This creation mainly uses the calculation of the radial acceleration value, tangential acceleration value, and gravity acceleration value, and determines the sequence of the operation state to determine whether the position information of the wireless tire pressure detection device belongs to the left tire or the right tire. By further combining the judgment results of the front and rear wheels described in the prior art, it can be accurately determined whether each wireless tire pressure detection device is installed on the left front wheel, the left rear wheel, the right front wheel, or the right rear wheel. The following examples are used to illustrate this creation to make the scope of the requested creation clearer.
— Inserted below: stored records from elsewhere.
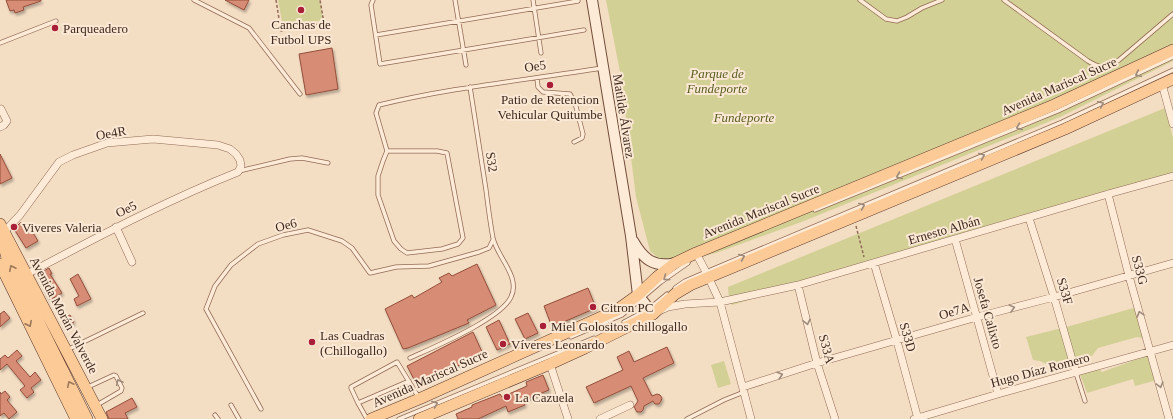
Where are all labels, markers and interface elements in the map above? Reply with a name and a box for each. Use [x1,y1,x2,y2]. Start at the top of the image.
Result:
marker: Canchas de Futbol UPS [296,5,306,15]
place label: Canchas de Futbol UPS [270,17,332,47]
place label: Parqueadero [63,21,128,36]
marker: Parqueadero [50,23,60,33]
street label: Avenida Mariscal Sucre [999,54,1119,118]
street label: Oe5 [523,57,547,75]
park label: Parque de Fundeporte [686,66,748,96]
one-way arrow [1134,69,1142,77]
street label: Matilde Álvarez [610,73,638,159]
marker: Patio de Retencion Vehicular Quitumbe [545,80,555,90]
place label: Patio de Retencion Vehicular Quitumbe [497,92,603,122]
one-way arrow [1097,101,1105,109]
park label: Fundeporte [713,110,775,125]
one-way arrow [1015,122,1022,130]
street label: Oe4R [95,123,128,143]
street label: S32 [483,151,501,173]
one-way arrow [978,153,986,161]
one-way arrow [895,171,902,179]
street label: Avenida Mariscal Sucre [700,181,822,241]
street label: Oe5 [113,198,139,220]
one-way arrow [859,203,866,211]
street label: Ernesto Albán [906,212,982,247]
street label: Oe6 [274,215,299,235]
place label: Viveres Valeria [22,220,102,235]
marker: Viveres Valeria [9,222,19,232]
one-way arrow [739,253,746,261]
street label: Avenida Morán Valverde [27,254,101,376]
street label: S33G [1129,254,1151,286]
one-way arrow [9,264,17,272]
one-way arrow [663,274,670,281]
street label: Josefa Calixto [971,275,1005,351]
street label: S33F [1054,276,1076,306]
street label: Oe7A [937,299,972,323]
place label: Citron PC [601,300,653,315]
marker: Citron PC [588,302,598,312]
one-way arrow [1009,304,1016,312]
one-way arrow [1136,311,1145,318]
place label: Miel Golositos chillogallo [551,319,688,334]
one-way arrow [803,319,811,326]
one-way arrow [25,320,32,327]
marker: Miel Golositos chillogallo [538,321,548,331]
street label: S33D [897,321,919,353]
place label: Las Cuadras (Chillogallo) [320,328,387,358]
street label: S33A [816,333,838,366]
marker: Las Cuadras (Chillogallo) [307,337,317,347]
place label: Víveres Leonardo [511,337,605,352]
marker: Víveres Leonardo [498,339,508,349]
street label: Avenida Mariscal Sucre [370,346,490,410]
street label: Hugo Díaz Romero [989,350,1091,390]
one-way arrow [776,371,783,380]
one-way arrow [116,379,124,387]
one-way arrow [67,381,75,388]
one-way arrow [1155,382,1164,389]
place label: La Cazuela [515,390,574,405]
marker: La Cazuela [502,392,512,402]
one-way arrow [431,401,438,409]

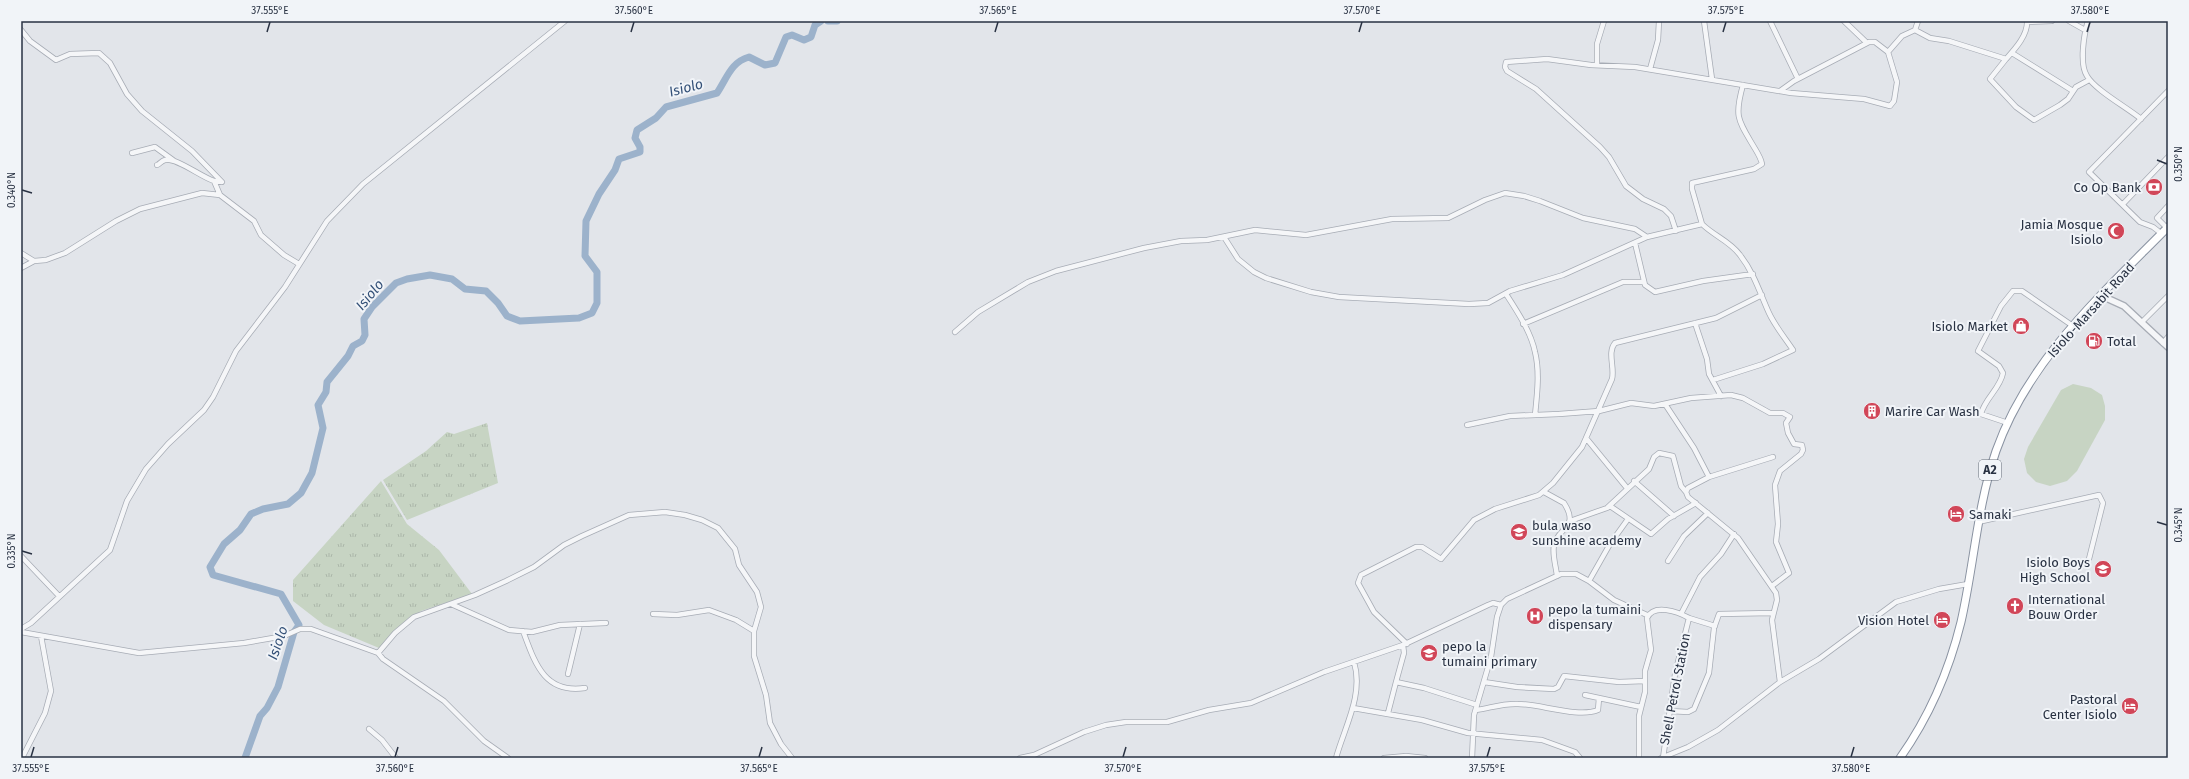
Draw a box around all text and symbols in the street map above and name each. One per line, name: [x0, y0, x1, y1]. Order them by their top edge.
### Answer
text: 37.555°E: [251, 5, 289, 17]
text: 37.560°E: [615, 5, 653, 17]
text: 37.565°E: [979, 5, 1017, 17]
text: 37.570°E: [1343, 5, 1381, 17]
text: 37.575°E: [1708, 5, 1744, 17]
text: 37.580°E: [2071, 5, 2109, 17]
water label: Isiolo: [667, 75, 705, 101]
text: 0.350°N: [2173, 146, 2185, 182]
text: 0.340°N: [6, 172, 18, 208]
bank icon: Co Op Bank: [2144, 177, 2164, 197]
place label: Co Op Bank: [2074, 180, 2141, 195]
place label: Jamia Mosque Isiolo: [2020, 217, 2103, 247]
mosque icon: Jamia Mosque Isiolo: [2106, 221, 2126, 241]
street label: Isiolo-Marsabit Road: [2045, 260, 2137, 360]
water label: Isiolo: [352, 276, 388, 314]
shop icon: Isiolo Market: [2011, 316, 2031, 336]
place label: Isiolo Market: [1932, 319, 2008, 334]
fuel station icon: Total: [2084, 331, 2104, 351]
place label: Total: [2107, 334, 2136, 349]
building icon: Marire Car Wash: [1862, 401, 1882, 421]
place label: Marire Car Wash: [1885, 404, 1980, 419]
road number: A2: [1979, 460, 2001, 480]
hotel icon: Samaki: [1946, 504, 1966, 524]
place label: Samaki: [1969, 507, 2012, 522]
text: 0.345°N: [2173, 507, 2185, 543]
place label: bula waso sunshine academy: [1532, 518, 1642, 548]
school or university icon: bula waso sunshine academy: [1509, 522, 1529, 542]
text: 0.335°N: [6, 533, 18, 569]
place label: Isiolo Boys High School: [2020, 555, 2090, 585]
school or university icon: Isiolo Boys High School: [2093, 559, 2113, 579]
place label: International Bouw Order: [2028, 592, 2105, 622]
church icon: International Bouw Order: [2005, 596, 2025, 616]
place label: pepo la tumaini dispensary: [1548, 602, 1641, 632]
hospital icon: pepo la tumaini dispensary: [1525, 606, 1545, 626]
hotel icon: Vision Hotel: [1932, 610, 1952, 630]
place label: Vision Hotel: [1858, 613, 1929, 628]
water label: Isiolo: [264, 624, 292, 662]
street label: Shell Petrol Station: [1657, 632, 1693, 746]
place label: pepo la tumaini primary: [1442, 639, 1538, 669]
school or university icon: pepo la tumaini primary: [1419, 643, 1439, 663]
place label: Pastoral Center Isiolo: [2043, 692, 2117, 722]
hotel icon: Pastoral Center Isiolo: [2120, 696, 2140, 716]
text: 37.555°E: [12, 763, 50, 775]
text: 37.560°E: [376, 763, 414, 775]
text: 37.565°E: [740, 763, 778, 775]
text: 37.570°E: [1104, 763, 1142, 775]
text: 37.575°E: [1469, 763, 1505, 775]
text: 37.580°E: [1832, 763, 1870, 775]

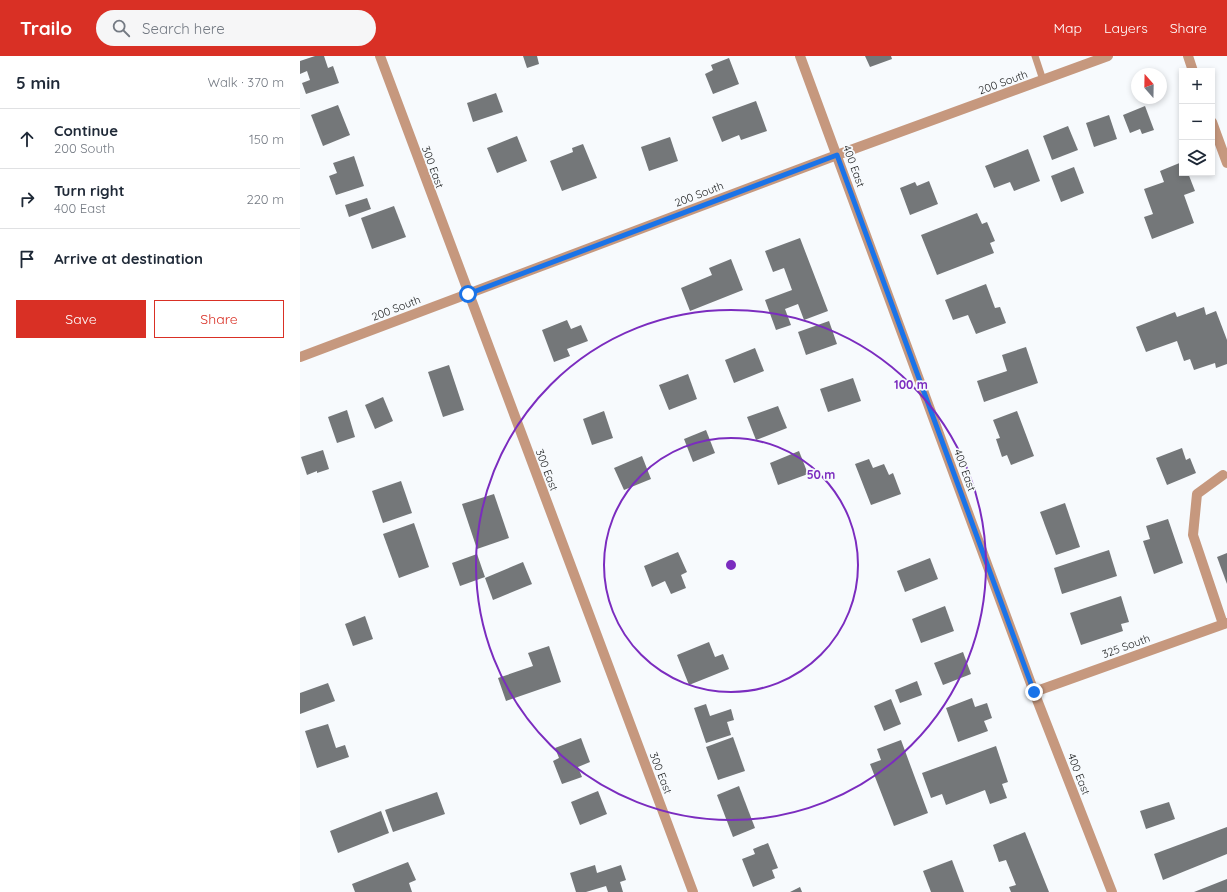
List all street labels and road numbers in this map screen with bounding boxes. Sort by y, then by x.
street label: 200 South [977,67,1029,97]
street label: 400 East [840,143,868,189]
street label: 300 East [419,144,447,190]
street label: 200 South [673,178,725,210]
street label: 200 South [370,292,422,324]
street label: 300 East [533,447,561,493]
street label: 400 East [951,447,979,493]
street label: 325 South [1100,631,1152,661]
street label: 300 East [647,750,675,796]
street label: 400 East [1065,751,1093,797]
100‧‧‧Wireless tire pressure detection device

200‧‧‧ receiving device

101‧‧‧Wireless tire pressure detection device on the left

102‧‧‧Wireless tire pressure detection device on the right

10‧‧‧Acceleration detection module

11‧‧‧Acceleration detection module

12‧‧‧Acceleration detection module

20‧‧‧Wireless transmission module

30‧‧‧controller

40‧‧‧tire

41‧‧‧Motion Path

51‧‧‧Left tire

52‧‧‧Right tire

60‧‧‧ Vehicle

Figure 1: Schematic circuit block diagram of the wireless tire pressure detection device of this creation.

Figure 2: Schematic diagram of the acceleration detection module in this creation.

Figure 3: Schematic diagram of the use of the acceleration detection module in this creation.

Figure 4: Schematic diagram of the use status of this creative wireless tire pressure detection device.

Figure 5: Schematic diagram of the installation of a wireless tire pressure detection device on a vehicle.

Fig. 6A: A schematic diagram of the use state of the acceleration detection module of the left tire in this creation (1).

Figure 6B: Schematic diagram of the use state of the acceleration detection module of the left tire in this creation (2).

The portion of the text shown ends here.